Every structure hugged close to the ground, fearful of rising and reaching for the bleak sky above. The sky itself a hazed reflection of the monochromatic landscape below.

A wasted city bled dry of contrast and definition.

In all places but one.

A single skyscraper standing tall in the center.

Black as night with its top hidden in the suffocating blanket above.

A column of shadow that seemed to inhale the surrounding light.

And yet, there at the center of that building in the center of the city, the smallest flicker of flame appeared.

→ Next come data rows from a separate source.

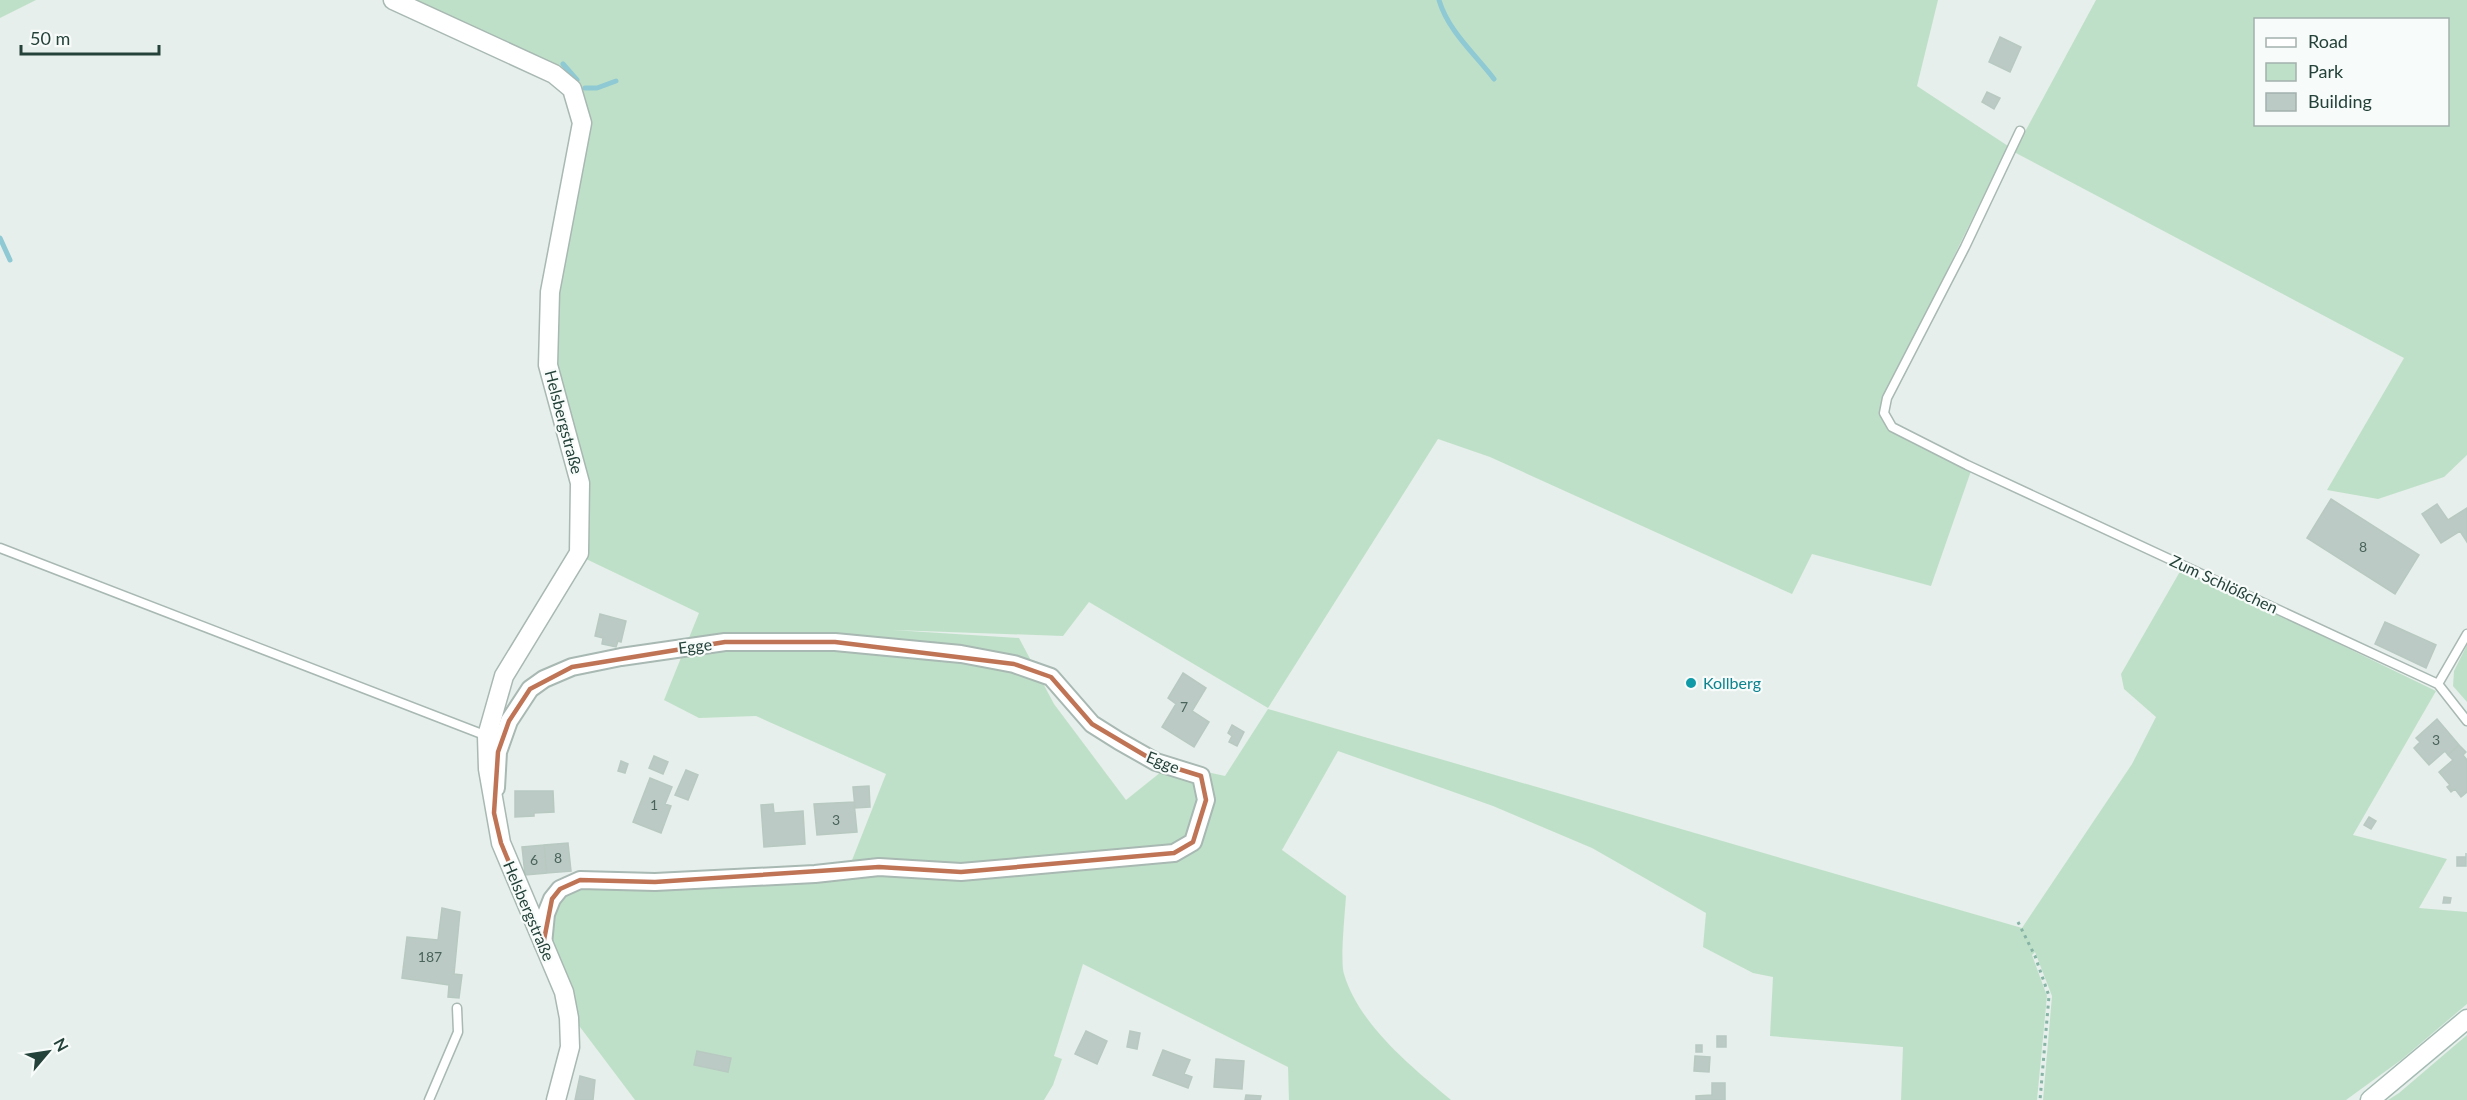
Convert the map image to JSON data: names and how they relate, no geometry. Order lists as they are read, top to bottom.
{
  "streets": {
    "street": ["Helsbergstraße", "Egge"],
    "lane": ["Zum Schlößchen"]
  },
  "crossings": [
    ["Helsbergstraße", "Egge"]
  ],
  "places": ["Kollberg"],
  "house_numbers": [
    "8",
    "7",
    "3",
    "1",
    "3",
    "8",
    "6",
    "187"
  ],
  "legend": ["Road", "Park", "Building"],
  "scale_bar": "50 m",
  "north": "top right"
}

A weak and unsteady thing, whipping back and forth in a non-existent wind. Glowing orange then yellow then orange again.

Struggling.

Refusing to be snuffed out.

A tendril of warmth. An invisible current of connection.

Something familiar.

Pulling me forward. Faster.

Silent rushing. Blurring speed with no wind.

Closer!

The connection stronger. An expanding bubble of recognition about to pop.

Closer still!

The flame a torch burning into the shadows, fighting to survive.

The bubble popped and a warm knowing arrived.

Hannah!

Speeding closer to the flame!

And then a sudden stop like hitting an invisible wall as the building shifted. Subtle at first as if only an illusion. Then obvious and physical and undeniable.

The flat column of featureless shadow shattered.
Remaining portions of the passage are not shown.